Large galaxies bend and magnify light from distant sources, giving us a view back in time.
Cosmic lens magnifies faint galactic building-block.
Astronomers have peered deep into space and time and spotted a baby galaxy. Their results suggest that the tiny star-forming region may have helped to build today’s Universe1.
"We believe this is one of the galactic building-blocks that join together to make larger galaxies," says Konrad Kuijken, of the Kapteyn Institute in Groningen, the Netherlands, a member of the team that found the object. The merging over time of galaxies born just after the Universe began is thought to have made large galaxies, such as our Milky Way.
"This is a significant step towards understanding galaxy formation," says astronomer Rob Kennicutt of the University of Arizona in Tucson. More building-blocks must be found to get to the bottom of it, he says.

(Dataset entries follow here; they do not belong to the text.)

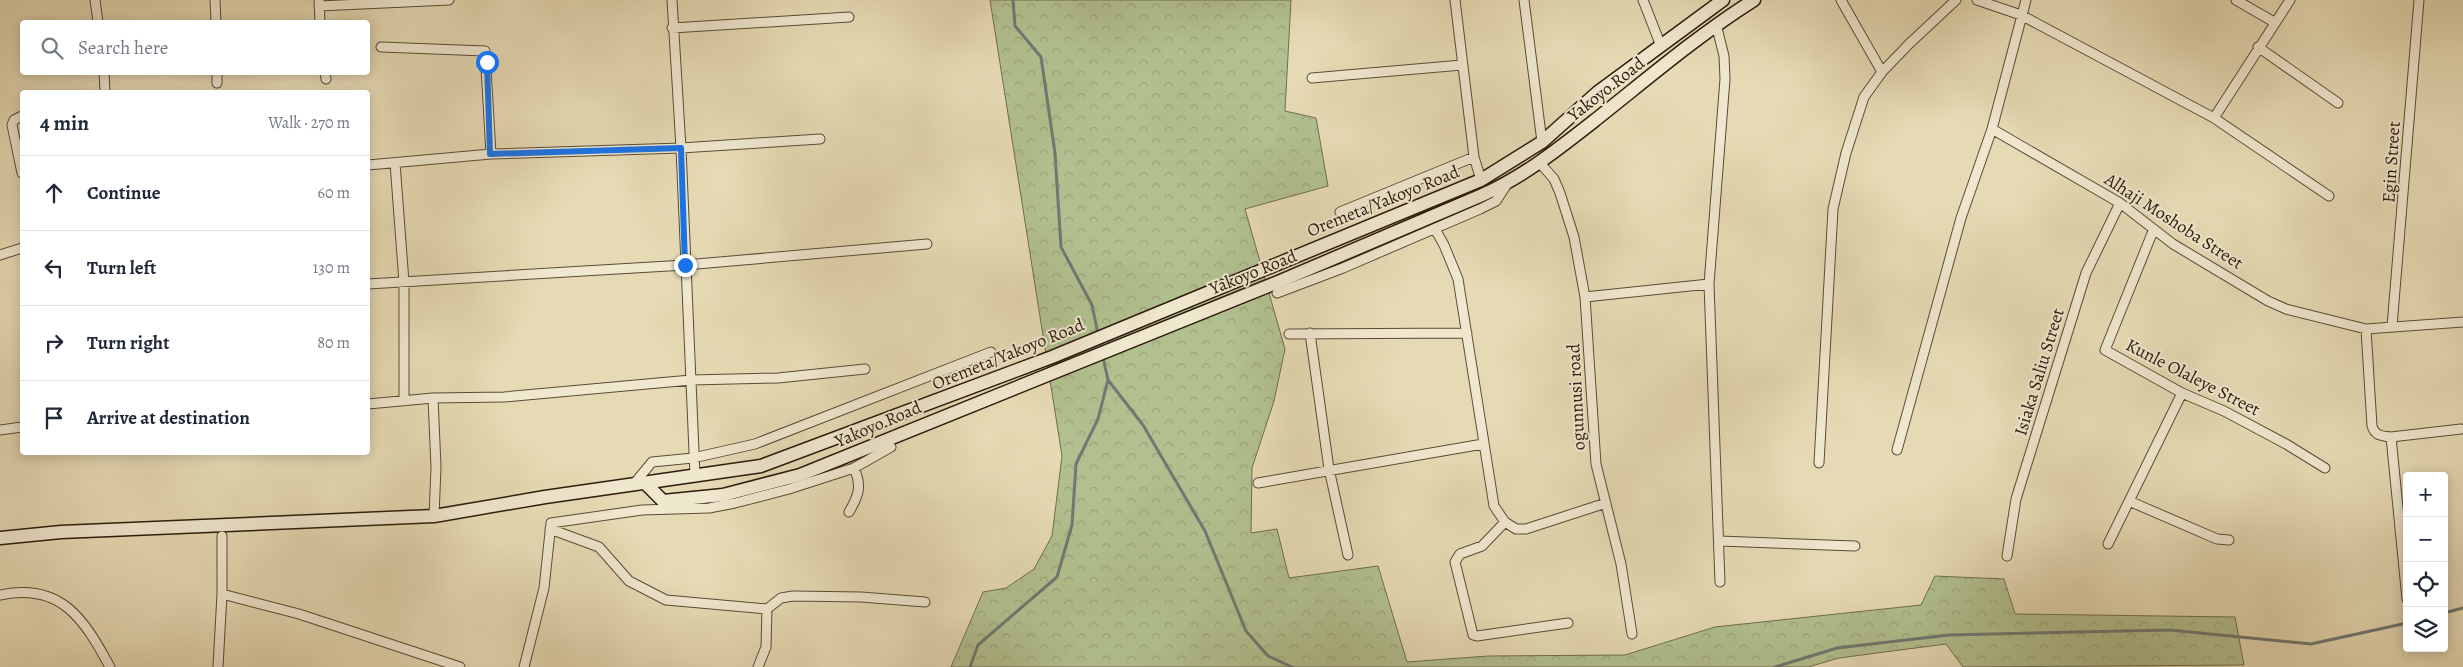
<!DOCTYPE html>
<html lang="en">
<head>
<meta charset="utf-8">
<style>
  body { margin:0; font-family:Alegreya,serif; background:#f6f6f7; color:#1f2937 }
  .controls { position:absolute; right:15px; bottom:15px; display:grid; overflow:hidden; border-radius:5px; box-shadow:0 2px 12px #0003 }
  .controls button { width:45px; height:45px; display:grid; place-items:center; padding:0; border:0; border-bottom:1px solid #e0e1e3; background:#fff; color:#1f2937; font:25px sans-serif }
  .stop { position:absolute; width:15px; height:15px; margin:-11px; border:4px solid #1a73e8; border-radius:50%; background:#fff }
  .stop.end { background:#1a73e8; border-color:#fff; box-shadow:0 1px 5px #0008 }
  .list { margin:0; padding:0; list-style:none }
  h2 { display:flex; justify-content:space-between; align-items:center; height:65px; margin:0; padding:0 20px; font-size:21px }
  h2 small { font-size:16px; font-weight:400; color:#747a83 }
  .list li { display:grid; grid-template-columns:32px 1fr auto; gap:15px; align-items:center; box-sizing:border-box; height:75px; padding:0 20px; border-top:1px solid #e0e1e3 }
  .list b { display:block; font-size:19px; white-space:nowrap }
  .list em { font-size:16px; font-style:normal; color:#747a83 }
  .icon { flex:none; width:28px; height:28px; fill:none; stroke:currentColor; stroke-width:2; stroke-linecap:round; stroke-linejoin:round }
  .map { position:relative; flex:none; width:2463px; height:667px; overflow:hidden }
  .search { position:absolute; background:#fff; box-shadow:0 2px 12px #0003; left:20px; top:20px; width:350px; height:55px; display:flex; align-items:center; gap:12px; box-sizing:border-box; padding:0 18px; border-radius:5px; color:#747a83; font-size:19px }
  .panel { position:absolute; background:#fff; box-shadow:0 2px 12px #0003; left:20px; top:90px; width:350px; height:365px; border-radius:5px }
  .map>svg:first-child { display:block }
</style>
</head>
<body>
<div class="map">
<svg width="2463" height="667" viewBox="0 0 2463 667">
  <defs>
    <pattern id="forest-crowns" width="20" height="18" patternUnits="userSpaceOnUse" patternTransform="scale(1.25)"><rect width="20" height="18" fill="#b2c08f"/><path d="M2 6a3 3 0 1 1 6 0M12 15a3 3 0 1 1 6 0" fill="none" stroke="#99a47a"/></pattern>
  </defs>
  <rect width="100%" height="100%" fill="#e6dab4"/>
  <filter id="stains"><feTurbulence type="fractalNoise" baseFrequency=".004" numOctaves="4"/><feColorMatrix values="0 0 0 0 .2 0 0 0 0 .09 0 0 0 0 .02 0 0 0 .5 -.17"/></filter>
  <radialGradient id="worn" r=".72"><stop offset=".6" stop-color="#630" stop-opacity="0"/><stop offset="1" stop-color="#630" stop-opacity=".3"/></radialGradient>
  <path fill="url(#forest-crowns)" stroke="#6f6e4e" d="M990,0H1291L1285,111L1316,118L1328,186L1245,209L1285,349L1274,401L1252,468L1251,533L1277,529L1289,578L1378,566L1407,662L1488,656L1625,655L1715,627L1921,605L1935,576L2004,579L2015,614L2235,617L2244,665L1963,667L1946,644L1839,658L1808,667H951L983,592L1006,588L1034,569L1052,536L1062,456Z"/>
  <g fill="none" stroke-linecap="round" stroke-linejoin="round">
    <path stroke="#6f7973" stroke-width="3" d="M1013,0L1015,26L1041,57L1055,153L1061,247L1092,305L1098,334
      M1108,380L1143,425L1205,531L1246,631L1268,656L1292,667
      M2444,613L2463,608
      M970,667L978,645L1057,577L1072,525L1076,464L1098,419L1108,380L1103,357
      M1775,667L1837,648L1949,635L2170,630L2311,644L2407,623"/>
    <g stroke="#5a4b36" stroke-width="11">
      <path id="street" d="M95,0L98,22
        M215,0L216,22
        M319,0L320,22
        M672,0L681,148L695,475
        M1455,0L1474,157L1481,180
        M1524,0L1542,142
        M1643,0L1661,46
        M1841,0L1882,72
        M1977,0L2021,15L2214,118L2329,196
        M2236,0L2274,22
        M319,6L449,0
        M1716,24L1724,56L1725,79L1709,284L1720,582
        M672,28L849,17
        M381,47L485,51L491,154
        M2258,47L2338,103
        M104,72L105,92
        M217,72V83
        M325,72L326,79
        M1312,78L1462,65
        M22,116L14,120L12,125L22,173
        M2214,118L2290,0
        M1992,129L2120,203L2173,244L2268,301L2286,309L2366,329L2463,322
        M395,163L404,282V400
        M1540,163L1554,179L1560,193L1574,237L1585,297L1596,464L1621,564L1632,634
        M368,165L491,154L681,148L820,139
        M1340,212L1474,157
        M1435,229L1444,245L1458,279L1494,506L1505,522L1516,529H1526L1606,503
        M2153,231L2105,350L2182,393L2224,411L2286,444L2325,468
        M0,255L22,248
        M368,284L685,265L927,244
        M1277,293L1343,268L1480,209L1496,201L1507,184
        M1585,297L1709,284
        M2392,326L2419,0
        M2366,329L2372,426C2375,436 2382,436 2391,437L2407,599
        M1310,333L1329,469L1348,555
        M1289,334L1467,333
        M433,398L436,467L434,516
        M368,404L433,398L504,397L691,380L778,378L865,369
        M0,430L22,427
        M2391,437L2461,429
        M1897,450L1961,218L1992,129L2026,0
        M1819,463L1833,209L1846,153L1864,97L1882,72L1909,44L1956,0
        M1258,483L1483,444
        M633,485L652,462L693,458L755,444L991,352
        M2129,501L2217,539L2229,540
        M849,512C859,495 862,486 854,468
        M1505,522L1482,546L1460,554L1455,562L1473,635L1477,636L1568,623
        M550,529L599,547L629,581L666,600L767,609L781,598L793,596L861,597L925,602
        M1719,541L1855,546
        M2108,544L2182,393
        M2007,556L2016,499L2086,273L2120,203
        M222,594L299,614L460,667
        M0,595C61,582 84,619 110,667
        M218,667L222,594V536
        M524,667L544,588L551,523L642,510L709,508L735,503L789,489L854,468L891,447
        M758,667L766,647L767,609"/>
    </g>
    <g stroke="#2c1b0c" stroke-width="15">
      <path id="secondary" d="M645,483L663,501L723,495L800,475L1278,282L1480,196C1523,177 1557,150 1594,121C1646,80 1697,36 1754,0
        M0,538L61,532L434,516L545,497L761,466L1052,357L1481,180L1542,142L1598,92L1723,0"/>
    </g>
    <use href="#street" stroke="#efe7ce" stroke-width="9"/>
    <use href="#secondary" stroke="#efe7ce" stroke-width="12"/>
  </g>
  <g fill="none" stroke-linecap="round" stroke-linejoin="round">
    <path stroke="#1a73e8" stroke-width="6" d="M487,62L490,154L681,148L685,265"/>
  </g>
  <g text-anchor="middle" stroke-width="4" stroke-linejoin="round" paint-order="stroke">
    <g font-size="18" fill="#2c1b0c" stroke="#efe7ce">
      <text transform="translate(1606 89) rotate(-38)" y="6">Yakoyo Road</text>
      <text transform="translate(2391 162) rotate(-86)" y="6">Egin Street</text>
      <text transform="translate(1383 201) rotate(-22)" y="6">Oremeta/Yakoyo Road</text>
      <text transform="translate(2174 221) rotate(33)" y="6">Alhaji Moshoba Street</text>
      <text transform="translate(1253 272) rotate(-22)" y="6">Yakoyo Road</text>
      <text transform="translate(1008 354) rotate(-22)" y="6">Oremeta/Yakoyo Road</text>
      <text transform="translate(2039 372) rotate(-73)" y="6">Isiaka Saliu Street</text>
      <text transform="translate(2193 377) rotate(27)" y="6">Kunle Olaleye Street</text>
      <text transform="translate(1576 397) rotate(-93)" y="6">ogunnusi road</text>
      <text transform="translate(878 424) rotate(-23)" y="6">Yakoyo Road</text>
    </g>
  </g>
  <rect width="100%" height="100%" filter="url(#stains)"/>
  <rect width="100%" height="100%" fill="url(#worn)"/>
</svg>
<div class="controls">
<button>+</button>
<button>−</button>
<button><svg class="icon" aria-label="locate" viewBox="0 0 24 24"><circle cx="12" cy="12" r="6"/><path d="M12 2v4M12 18v4M2 12h4M18 12h4"/></svg></button>
<button><svg class="icon" aria-label="layers" viewBox="0 0 24 24"><path d="M12 4l9 5-9 5-9-5zM3 14l9 5 9-5"/></svg></button>
</div>
<div class="stop" style="left:487px;top:62px"></div>
<div class="stop end" style="left:685px;top:265px"></div>
<div class="search"><svg class="icon" aria-label="search" viewBox="0 0 24 24"><circle cx="10" cy="10" r="6"/><path d="M15 15l6 6"/></svg>Search here</div>
<section class="panel">
<h2>4 min<small>Walk · 270 m</small></h2>
<ul class="list">
<li><svg class="icon" aria-label="ahead" viewBox="0 0 24 24"><path d="M12 20V5M6 11l6-6 6 6"/></svg><div><b>Continue</b></div><em>60 m</em></li>
<li><svg class="icon" aria-label="left" viewBox="0 0 24 24"><path d="M17 20v-9H6M10 6l-5 5 5 5"/></svg><div><b>Turn left</b></div><em>130 m</em></li>
<li><svg class="icon" aria-label="right" viewBox="0 0 24 24"><path d="M7 20v-9h11M14 6l5 5-5 5"/></svg><div><b>Turn right</b></div><em>80 m</em></li>
<li><svg class="icon" aria-label="arrive" viewBox="0 0 24 24"><path d="M6 21V4h12l-3 4 3 4H6"/></svg><div><b>Arrive at destination</b></div></li>
</ul>
</section>
</div>
</body>
</html>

The international team had been on the trail of baby galaxies for over a year. Confirming their existence is no easy task. They are small, very far away and give out far less light than telescopes can detect.
To find this one, says Kuijken, "we had to make our own luck". This meant exploiting a phenomenon predicted by Einstein’s general theory of relativity: gravitational lensing. The vast gravity of very massive objects such as galaxies bends and magnifies, light coming from behind them, much as a glass lens bends light in a telescope.
The team pointed the Hubble Space Telescope and the Hawaii-based Keck telescope towards one such gravitational lens - a massive cluster of nearby galaxies called Abell 2218.
After two lengthy exposures, the team found two faint red blobs representing the light from the baby galaxy magnified more than 30 times and split in two by the gravitational lens.
Concluding that they were looking at a baby galaxy, the discoverers, typically a reserved lot, "literally jumped up and down" with excitement, confesses team member Jean-Paul Kneib of the Mid-Pyrenees Observatory in Toulouse, France.
Measuring the wavelengths and brightness of its light, the team calculate that the baby galaxy is about 200 times smaller than our Galaxy and 13.4 billion light years away. Signatures in this 13.4-billion-year-old light also reveal that the infant was actively making new stars at that time - just 600 million years after the birth of the Universe.
Combined, these characteristics mean the object is most likely to be a galactic building-block. "It’s exactly like what our models predict," says Kuijken.
Kuijken is hopeful that the team will find more such objects. "There are many other galaxy clusters in the sky," he says, and behind some of these giant lenses may lurk more infant galaxies.
- Name, A.B.Title. Astrophysical Journal Letters, in press (2001).